EXERCISE PROMPT:
Find every line below that contains the word "nowrap" and copy it out.

--------------------------------

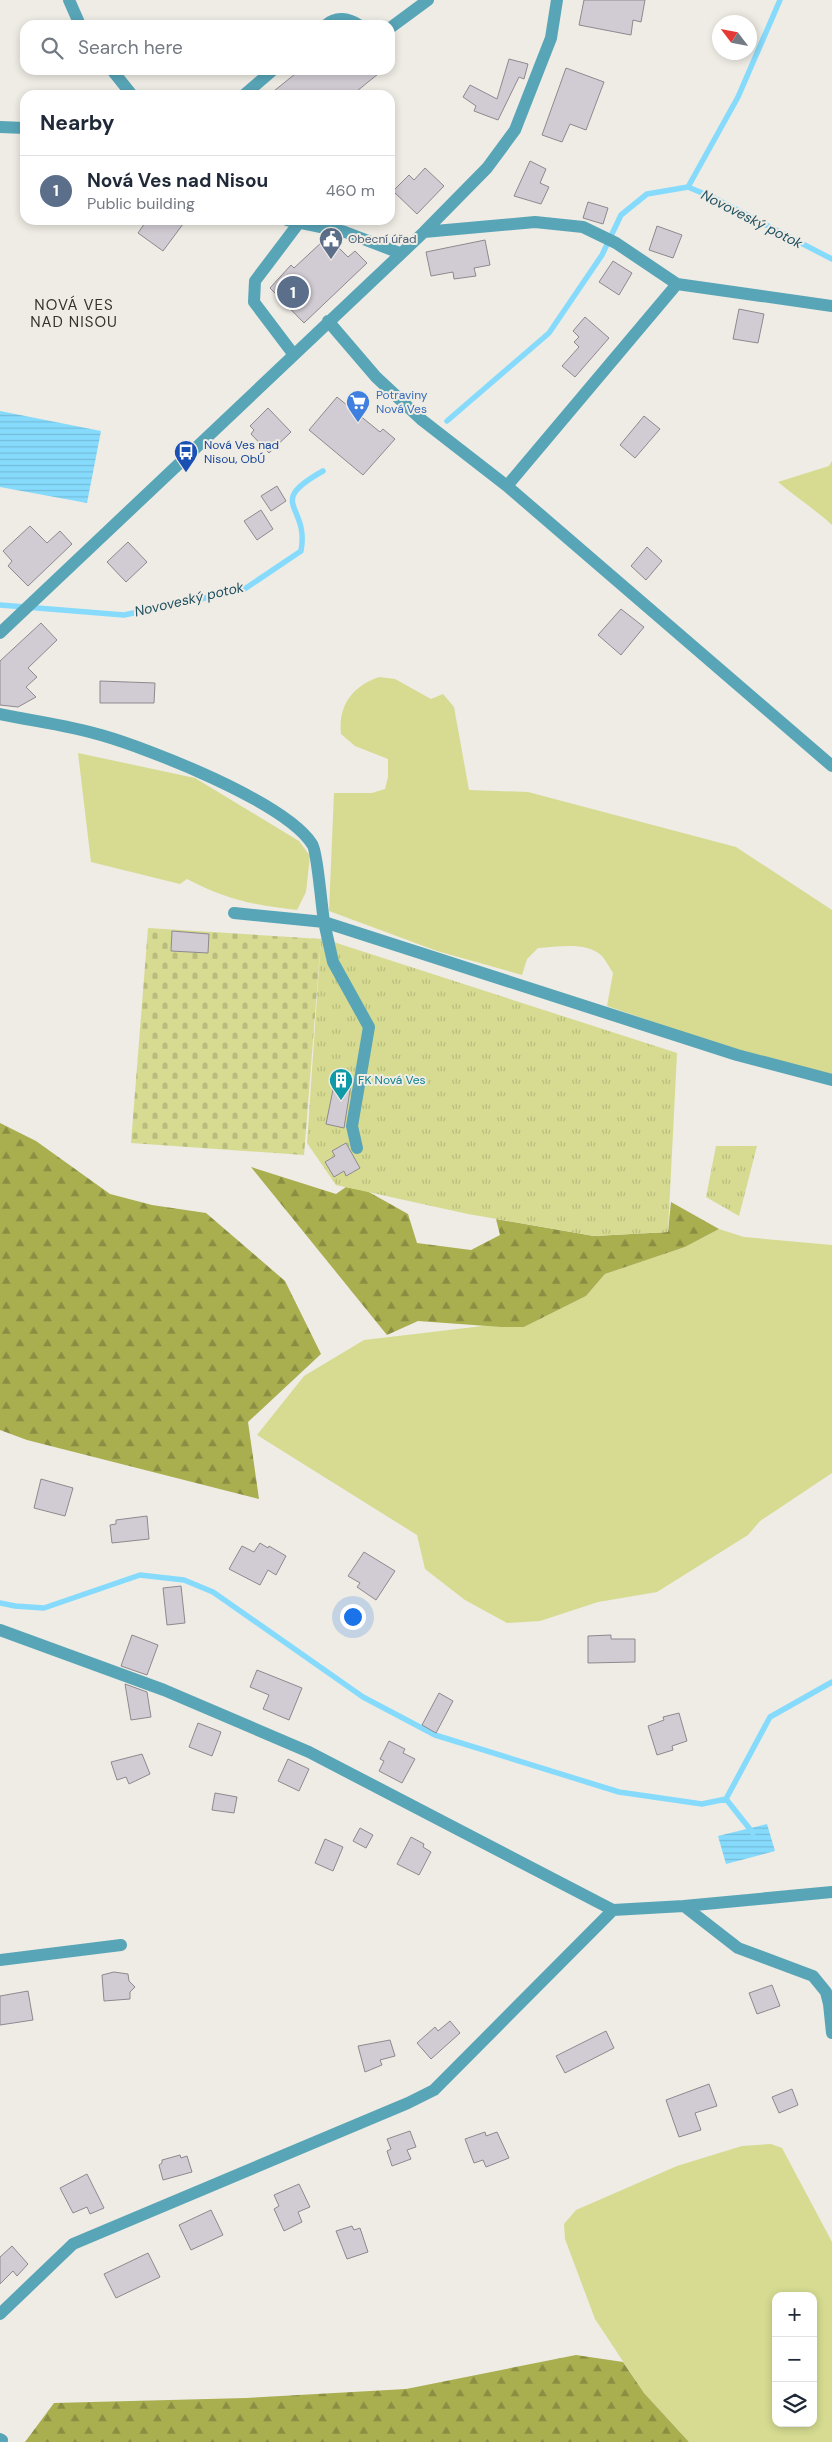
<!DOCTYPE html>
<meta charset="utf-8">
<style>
:root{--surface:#fff;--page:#f2f2f3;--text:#1f2937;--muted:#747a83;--line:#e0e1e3;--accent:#7c3aed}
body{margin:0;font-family:"DM Sans",sans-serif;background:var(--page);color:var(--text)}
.controls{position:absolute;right:15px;bottom:15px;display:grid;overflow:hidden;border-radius:10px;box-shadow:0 2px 8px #0003}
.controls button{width:45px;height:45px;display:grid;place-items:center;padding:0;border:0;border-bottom:1px solid var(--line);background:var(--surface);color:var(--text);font:25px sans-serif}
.compass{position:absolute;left:712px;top:15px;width:45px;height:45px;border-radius:50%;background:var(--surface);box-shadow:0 2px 8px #0003;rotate:302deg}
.you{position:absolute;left:352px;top:1616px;width:18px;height:18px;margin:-12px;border:4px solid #fff;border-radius:50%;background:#1a73e8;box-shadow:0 0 0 8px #1a73e833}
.badge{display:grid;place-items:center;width:32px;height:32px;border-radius:50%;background:var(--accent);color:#fff;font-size:16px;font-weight:700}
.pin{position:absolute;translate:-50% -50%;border:2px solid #fff;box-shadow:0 1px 5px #0006}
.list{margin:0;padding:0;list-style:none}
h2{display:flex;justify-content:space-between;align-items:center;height:65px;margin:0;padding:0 20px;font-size:21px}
h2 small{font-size:16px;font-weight:400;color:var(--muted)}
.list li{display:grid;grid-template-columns:32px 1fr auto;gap:15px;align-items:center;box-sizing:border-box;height:70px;padding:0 20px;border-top:1px solid var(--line)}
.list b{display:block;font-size:19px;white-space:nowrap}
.list p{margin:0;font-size:16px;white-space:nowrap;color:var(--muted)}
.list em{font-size:16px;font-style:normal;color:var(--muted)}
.icon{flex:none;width:28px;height:28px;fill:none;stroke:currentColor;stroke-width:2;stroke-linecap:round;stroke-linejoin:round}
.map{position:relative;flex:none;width:832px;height:2442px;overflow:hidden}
.search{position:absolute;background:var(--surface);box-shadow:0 2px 8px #0003;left:20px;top:20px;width:375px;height:55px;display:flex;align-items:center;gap:12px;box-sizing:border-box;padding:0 18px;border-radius:15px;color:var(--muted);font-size:19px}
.panel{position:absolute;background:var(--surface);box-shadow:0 2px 8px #0003;left:20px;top:90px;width:375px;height:135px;border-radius:15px}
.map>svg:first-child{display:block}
.green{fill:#d6db91;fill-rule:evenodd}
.forest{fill:url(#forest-firs)}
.cemetery{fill:url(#cemetery-stones)}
.park{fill:url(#park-tufts)}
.water{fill:url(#water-rules)}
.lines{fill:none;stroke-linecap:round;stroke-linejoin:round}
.stream{stroke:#86dbfd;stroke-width:5.5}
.building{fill:#d1ccd3;stroke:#8e898f}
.minor{stroke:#58a5b7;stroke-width:12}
.labels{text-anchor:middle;stroke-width:4;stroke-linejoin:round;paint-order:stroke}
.service-label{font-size:12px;fill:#4e5e75;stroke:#eeece4;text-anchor:start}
.shop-label{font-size:12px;fill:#366cbe;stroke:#eeece4;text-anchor:start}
.transit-label{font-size:12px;fill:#164399;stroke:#eeece4;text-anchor:start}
.culture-label{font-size:12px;fill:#0d838f;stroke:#eeece4;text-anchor:start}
.water-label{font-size:14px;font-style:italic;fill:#205061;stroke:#eeece4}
.quarter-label{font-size:15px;letter-spacing:1px;fill:#35332d;stroke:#eeece4}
</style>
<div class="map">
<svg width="832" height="2442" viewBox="0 0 832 2442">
<defs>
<pattern id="forest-firs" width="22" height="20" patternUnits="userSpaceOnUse" patternTransform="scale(1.25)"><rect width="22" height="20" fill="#a9ae4f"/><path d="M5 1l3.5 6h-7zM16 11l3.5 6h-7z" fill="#8a8e42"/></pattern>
<pattern id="cemetery-stones" width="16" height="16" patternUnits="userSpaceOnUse" patternTransform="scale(1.25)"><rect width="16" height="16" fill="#d6db91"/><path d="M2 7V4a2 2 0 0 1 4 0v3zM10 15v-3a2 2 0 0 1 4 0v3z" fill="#b8bc7d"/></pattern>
<pattern id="park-tufts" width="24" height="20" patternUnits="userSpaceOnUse" patternTransform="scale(1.25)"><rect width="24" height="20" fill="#d6db91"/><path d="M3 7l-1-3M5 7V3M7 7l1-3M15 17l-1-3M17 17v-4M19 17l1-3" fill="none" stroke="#b8bc7d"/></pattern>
<pattern id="water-rules" width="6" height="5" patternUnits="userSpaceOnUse" patternTransform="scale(1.25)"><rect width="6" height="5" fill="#86dbfd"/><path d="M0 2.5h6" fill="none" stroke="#74bcd9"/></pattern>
</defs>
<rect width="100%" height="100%" fill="#eeece4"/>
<path class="green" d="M832,461V525C816,510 797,498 778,482L829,466Z
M379,677L395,679L431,699L443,694L454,707L469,790L528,792L736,847L832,910V1078L700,1038L607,1006L613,973C610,968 606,961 602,956C586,941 558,947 538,948L527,959L522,975L437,951L329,911L334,793H372L385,789L388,777V759L355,746L341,734C338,705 353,686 379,677Z
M78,753L195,778L299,841L310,856L306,892L297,910C254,905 227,900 187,879L180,884L91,862Z
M719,1229L744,1237L832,1245V1473L760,1521L748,1535L657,1592L598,1602L540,1621L507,1623L465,1600L425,1569L417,1535L257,1435L304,1376L364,1340L483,1326L524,1327L586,1296L605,1274L685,1247Z
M771,2144L782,2148L832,2242V2442H689L644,2393L595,2319L565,2239L564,2224L576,2210L677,2166L742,2146ZM776,2296H813V2423H776Z"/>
<path class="forest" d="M0,1123L36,1141L110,1194L152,1205L206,1213L285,1281L321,1354L248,1422L259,1499L27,1440L0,1430Z
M251,1167L336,1194L346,1187L367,1191L408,1214L417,1243L471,1250L500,1235L496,1219L594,1236L668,1232L671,1202L719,1229L685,1247L605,1274L586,1296L524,1327H501L418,1321L387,1335Z
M576,2355L623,2362L644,2393L689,2442H25L54,2403L246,2398L406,2389Z"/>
<path class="cemetery" d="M148,928L321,939L304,1155L131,1143Z"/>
<path class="park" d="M321,938L677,1053L668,1232L594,1236L468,1214L336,1185L307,1143Z
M716,1146H757L739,1216L706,1197Z"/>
<path class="water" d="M0,411L101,431L87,503L0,487Z
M767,1824L775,1851L726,1864L718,1836Z"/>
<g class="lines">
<path class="stream" d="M688,187L738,97L780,0
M447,421L549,333L602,255L621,215L647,194L688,187L714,198L832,259
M0,605L124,615L243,590L301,551C310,504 264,504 323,471
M0,1603L15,1606L44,1608L140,1575L184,1580L213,1592L363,1697L435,1735L619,1792L702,1804L726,1799L770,1717L832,1682
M726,1799L753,1833"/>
</g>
<path class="building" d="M584,0H645L641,22L633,20L631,35L579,25Z
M509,59L528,64L524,79L519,77L498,120L474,111L476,106L463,97L470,85L497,99Z
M566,68L604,82L586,130L570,124L562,142L542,135Z
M300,70H383L352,95H269Z
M530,161L546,169L540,183L549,187L541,204L514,196Z
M425,168L444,186L417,214L393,191L409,175L414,180Z
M588,202L608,208L603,224L583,218Z
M147,220H186L163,251L138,233Z
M657,226L682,235L673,258L649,250Z
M485,240L490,265L474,268L476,276L454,279L453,272L431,276L426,252Z
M323,241L333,250L337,246L348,257L355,251L367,263L304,323L270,288L291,265L294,268Z
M613,261L632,273L619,295L599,282Z
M739,309L764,314L758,343L733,339Z
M585,317L609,338L575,377L562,366L579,347L574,342L579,337L573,331Z
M337,397L380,432L383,429L395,439L363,475L309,430Z
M268,408L291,432L269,453L251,434L254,430L250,426Z
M644,416L660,429L635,458L620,445Z
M277,486L286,501L271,511L261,496Z
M261,510L273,529L257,540L244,521Z
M30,526L47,543L60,531L72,544L28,586L8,566L12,561L3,551Z
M128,542L147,562L126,582L107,562Z
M647,547L662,561L646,580L631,566Z
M621,609L644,627L621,655L598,635Z
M41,623L57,640L28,668L37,677L26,687L36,697L18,707L0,705V661Z
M100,681L155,683L154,703H100Z
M172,931L209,934L208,953L171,951Z
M336,1075L352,1078L344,1128L326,1124Z
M346,1143L360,1168L346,1176L344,1171L334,1177L325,1162L335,1156L332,1151Z
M41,1479L73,1488L65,1516L34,1508Z
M147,1516L149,1539L112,1543L110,1525L116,1524V1520Z
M260,1543L268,1548L269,1546L286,1556L276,1575L268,1570L260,1585L229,1569L242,1546L254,1552Z
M364,1552L395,1571L376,1600L357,1587L360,1583L348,1576Z
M181,1586L185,1623L167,1625L163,1588Z
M132,1635L158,1645L147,1675L121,1666Z
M611,1635V1639H635V1662L588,1663V1636Z
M257,1670L302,1688L289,1720L263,1709L269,1695L250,1687Z
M125,1684L147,1692L151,1717L131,1720Z
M439,1693L453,1701L436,1733L422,1725Z
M679,1713L687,1741L672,1746L673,1750L657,1755L648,1726L664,1720L663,1717Z
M198,1723L221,1732L212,1756L189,1747Z
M389,1741L405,1749L403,1753L415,1759L402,1783L379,1771L384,1761L380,1759Z
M142,1754L150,1774L129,1784L126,1777L117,1780L111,1762Z
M288,1759L309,1769L299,1791L278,1781Z
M215,1793L237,1797L234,1813L212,1810Z
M360,1828L373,1835L366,1848L353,1841Z
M411,1837L424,1844L423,1847L431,1852L419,1875L397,1864Z
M325,1839L343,1847L333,1871L315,1863Z
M114,1972L128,1974L129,1981L135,1987L130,1992V1999L104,2001L102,1975Z
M772,1985L780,2006L757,2014L749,1993Z
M28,1991L33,2020L0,2025V1996Z
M450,2021L460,2033L431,2059L417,2043L435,2027L438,2031Z
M606,2031L614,2048L565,2073L556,2056Z
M390,2040L395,2056L380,2060L382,2065L365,2072L358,2046Z
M709,2084L717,2106L695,2113L701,2130L679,2137L666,2100Z
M792,2089L798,2105L779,2113L772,2097Z
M410,2131L416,2147L407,2150L411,2159L392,2166L387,2151L391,2149L387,2139Z
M485,2132L486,2136L497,2132L509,2158L486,2167L483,2160L474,2163L465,2139Z
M180,2155L181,2158L187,2156L192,2172L163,2180L159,2165L162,2163V2160Z
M87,2174L104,2208L90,2214L87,2207L73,2213L60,2188Z
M299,2184L310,2207L298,2212L302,2222L284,2231L274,2209L279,2206L274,2195Z
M211,2210L223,2235L191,2250L179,2225Z
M352,2226L354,2230L360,2228L368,2252L347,2259L336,2231Z
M12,2246L28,2264L17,2276L13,2271L0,2284V2257Z
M148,2253L160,2277L116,2298L104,2274Z"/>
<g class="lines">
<path class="minor" d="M69,0L80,25
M326,25C336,16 348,18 359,25
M390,28L428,0
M112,70L132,95
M244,95L273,70
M0,127L25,128
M287,220L345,232L400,253
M424,232L535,222L583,227L616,243L677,284L832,306
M328,321L376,377L422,420L507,486L832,766
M294,355L254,302L255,281L298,224
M507,486L677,284
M0,633L424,232L487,168L515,130L551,38L557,0
M0,714C33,721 68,725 101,735C150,749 285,802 312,844C317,850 322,910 324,922L737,1055L832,1080
M234,913L324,922L333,962L369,1027L352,1126L357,1148
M0,1630L164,1690L309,1752L613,1910L684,1906L738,1948L813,1976L826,1992L829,2004L832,2033
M684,1906L832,1892
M0,1960L121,1945
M0,2314L73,2244L408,2103L434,2090L613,1910
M0,2439L2,2440"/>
</g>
<defs>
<g id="civic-pin" transform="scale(1.25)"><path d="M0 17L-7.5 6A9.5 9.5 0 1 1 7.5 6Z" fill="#5c6f8a" stroke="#eeece4"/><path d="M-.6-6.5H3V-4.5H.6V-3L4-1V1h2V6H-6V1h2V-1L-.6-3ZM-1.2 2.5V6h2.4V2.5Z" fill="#fff"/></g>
<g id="supermarket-pin" transform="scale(1.25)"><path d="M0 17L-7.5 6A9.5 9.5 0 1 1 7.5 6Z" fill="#3f7fe0" stroke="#eeece4"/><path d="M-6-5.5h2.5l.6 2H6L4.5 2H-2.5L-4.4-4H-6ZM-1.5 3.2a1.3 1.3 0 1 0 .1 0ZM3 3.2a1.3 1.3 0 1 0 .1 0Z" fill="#fff"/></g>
<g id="bus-pin" transform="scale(1.25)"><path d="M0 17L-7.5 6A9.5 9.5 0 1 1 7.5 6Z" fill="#1a4fb4" stroke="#eeece4"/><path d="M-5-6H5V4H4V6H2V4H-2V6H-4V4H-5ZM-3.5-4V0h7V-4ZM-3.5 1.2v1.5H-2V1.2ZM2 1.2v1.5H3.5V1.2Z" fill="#fff"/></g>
<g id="building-pin" transform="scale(1.25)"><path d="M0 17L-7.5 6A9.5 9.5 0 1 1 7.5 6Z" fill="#0f9aa8" stroke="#eeece4"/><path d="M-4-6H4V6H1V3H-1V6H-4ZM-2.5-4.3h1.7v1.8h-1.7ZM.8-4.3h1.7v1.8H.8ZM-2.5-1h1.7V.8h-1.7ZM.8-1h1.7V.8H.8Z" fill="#fff"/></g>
</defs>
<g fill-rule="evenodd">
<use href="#civic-pin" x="331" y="239"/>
<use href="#supermarket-pin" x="358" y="402"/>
<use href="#bus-pin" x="186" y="452"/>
<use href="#building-pin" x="341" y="1080"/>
</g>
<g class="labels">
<g class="service-label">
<text x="348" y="243">Obecní úřad</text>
</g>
<g class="shop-label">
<text x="376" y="399">Potraviny<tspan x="376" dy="14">Nová Ves</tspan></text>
</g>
<g class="transit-label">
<text x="204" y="449">Nová Ves nad<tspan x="204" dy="14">Nisou, ObÚ</tspan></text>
</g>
<g class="culture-label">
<text x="358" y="1084">FK Nová Ves</text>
</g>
<g class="water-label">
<text transform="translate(752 219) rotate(27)" y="5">Novoveský potok</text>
<text transform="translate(189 599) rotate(-13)" y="5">Novoveský potok</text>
</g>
<g class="quarter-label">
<text x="74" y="310">NOVÁ VES<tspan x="74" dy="17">NAD NISOU</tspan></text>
</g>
</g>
</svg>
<div class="controls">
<button>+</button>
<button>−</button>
<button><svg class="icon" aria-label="layers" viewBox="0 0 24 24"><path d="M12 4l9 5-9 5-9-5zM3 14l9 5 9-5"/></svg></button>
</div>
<svg class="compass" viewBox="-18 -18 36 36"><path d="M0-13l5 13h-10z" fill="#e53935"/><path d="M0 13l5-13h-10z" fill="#747a83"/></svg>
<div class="you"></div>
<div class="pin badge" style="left:293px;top:292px;background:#5c6f8a">1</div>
<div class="search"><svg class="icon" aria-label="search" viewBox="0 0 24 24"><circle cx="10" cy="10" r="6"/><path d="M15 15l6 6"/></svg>Search here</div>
<section class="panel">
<h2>Nearby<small></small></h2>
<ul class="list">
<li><span class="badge" style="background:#5c6f8a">1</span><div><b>Nová Ves nad Nisou</b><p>Public building</p></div><em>460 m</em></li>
</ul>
</section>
</div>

--------------------------------

COMPLETED EXERCISE:
.list b{display:block;font-size:19px;white-space:nowrap}
.list p{margin:0;font-size:16px;white-space:nowrap;color:var(--muted)}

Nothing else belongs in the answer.